Despite the scale of these impacts, capital flows remain overwhelmingly tilted toward mitigation rather than adaptation.

In fact, in our latest GSS Bonds Market Trends Report, just 1.8% of global Green, Social, and Sustainability (GSS) Bond proceeds since 2018 have been allocated to adaptation projects. Yet, as the data show, the cost of inaction already exceeds the cost of financing the solutions.

Over the past years, climate adaptation financing from Green Bonds has been clearly driven by public entities, which accounted for more than 96% of issuance between 2020 and 2024. This reliance on the public sector mirrors climate finance broader trends: according to the Climate Policy Initiative (2025), public actors contributed to 90% of global adaptation flows in 2023.

Adaptation is not only underfunded in the GSS bond market, but it is also heavily dependent on public financing, as private investors tend to favour mitigation projects with clearer revenue streams and more measurable returns.

Water infrastructure stands at the centre of this adaptation imperative. In the Netherlands, NWB Bank has issued more than EUR 10 billion in Water Bonds to finance flood protection, dike reinforcement, pumping stations, and wastewater treatment projects. These initiatives are strengthening the country’s resilience to sea-level rise and extreme rainfall, with a national target of full flood-defence compliance by 2050.

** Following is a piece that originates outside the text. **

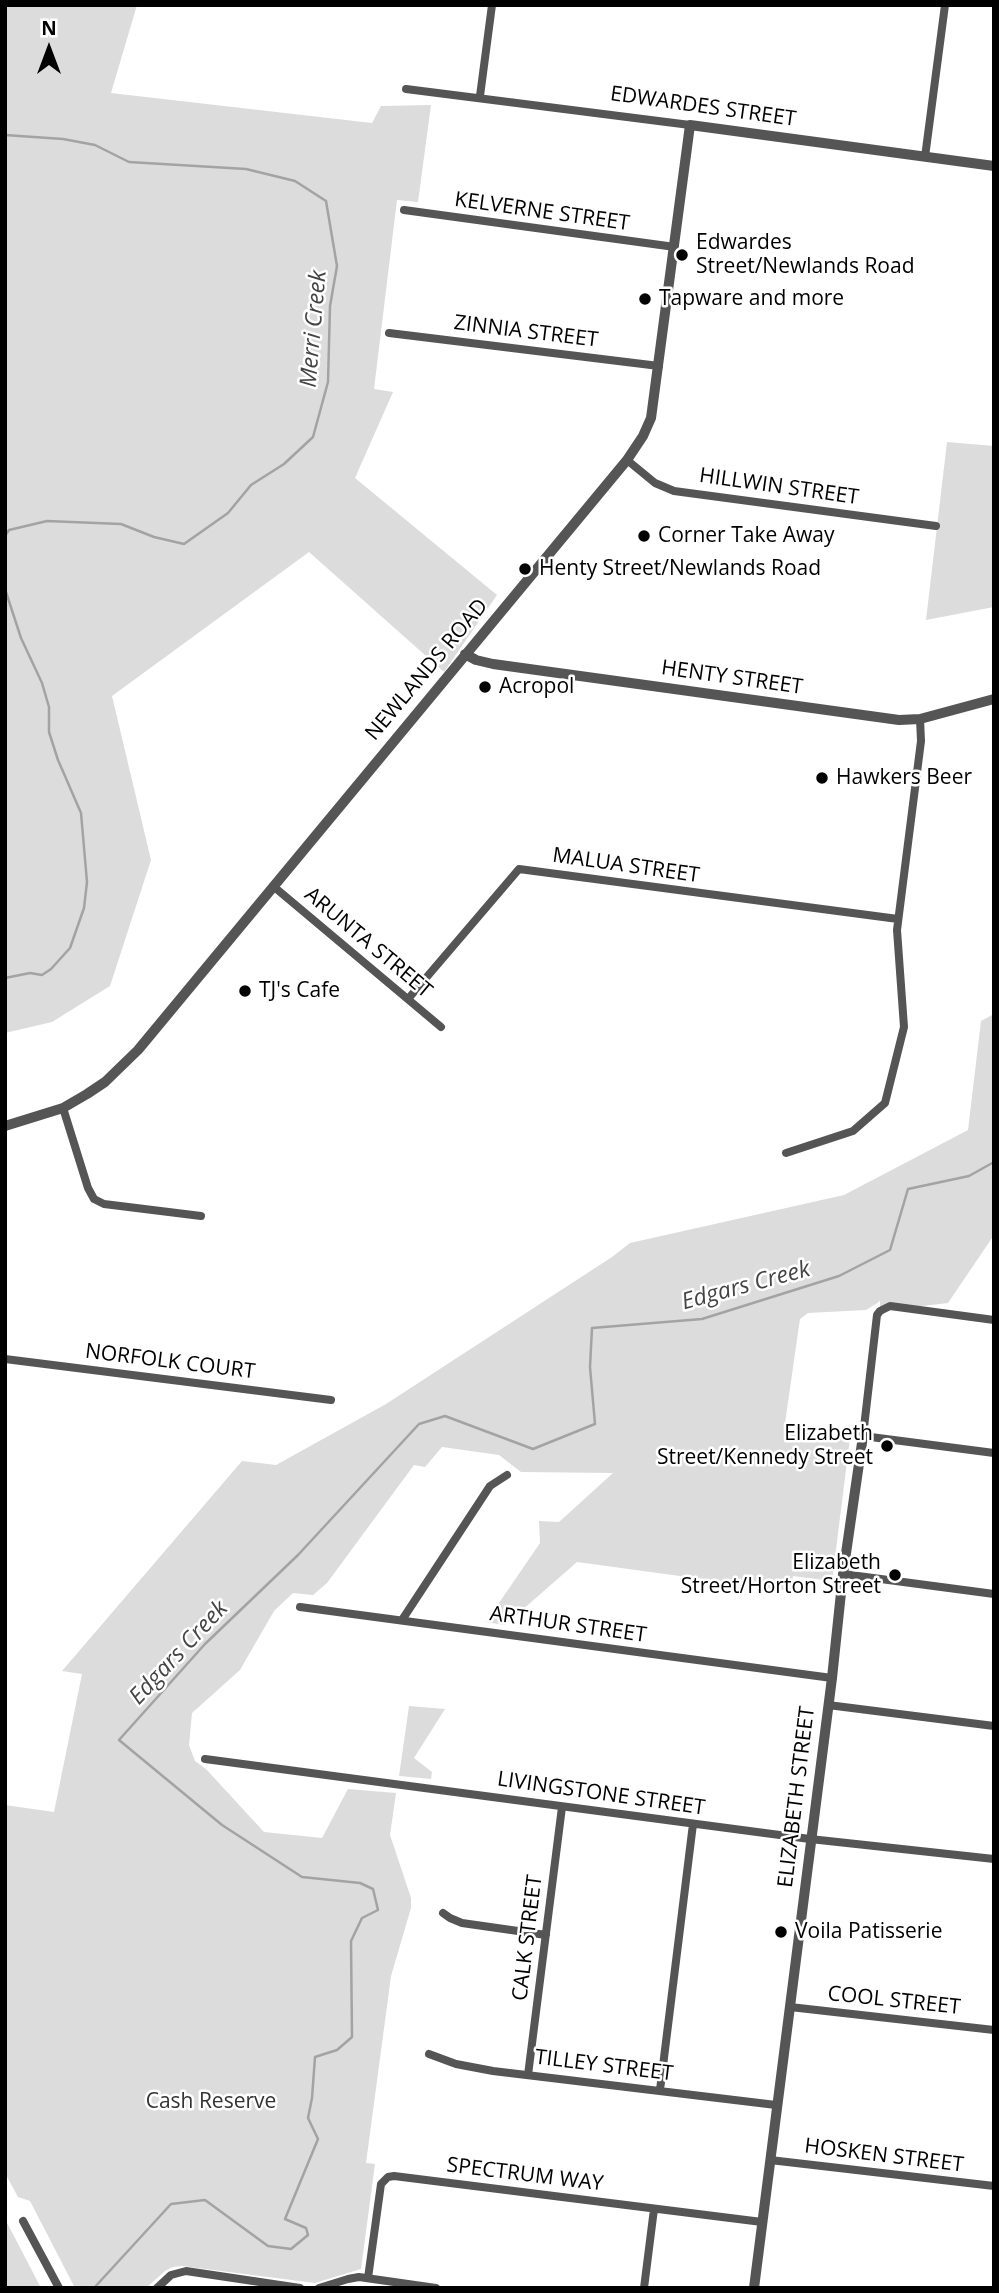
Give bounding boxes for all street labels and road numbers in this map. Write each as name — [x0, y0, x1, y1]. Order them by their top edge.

These risks highlight the potential damage of inaction. The need for climate adaptation has never been more urgent. However, while adaptation is emerging as a focus of climate policy, the financing for such initiatives remains well below expectations. The United Nations Environment Programme (UNEP) estimates that adaptation costs will reach hundreds of billions of dollars annually by 2030, particularly in emerging economies.

However, current public and private investment in adaptation remains insufficient. This financing gap limits how much governments can do to prepare for climate impacts, leaving populations exposed to escalating risks. Closing this gap requires innovative financial mechanisms that channel investment toward resilient solutions.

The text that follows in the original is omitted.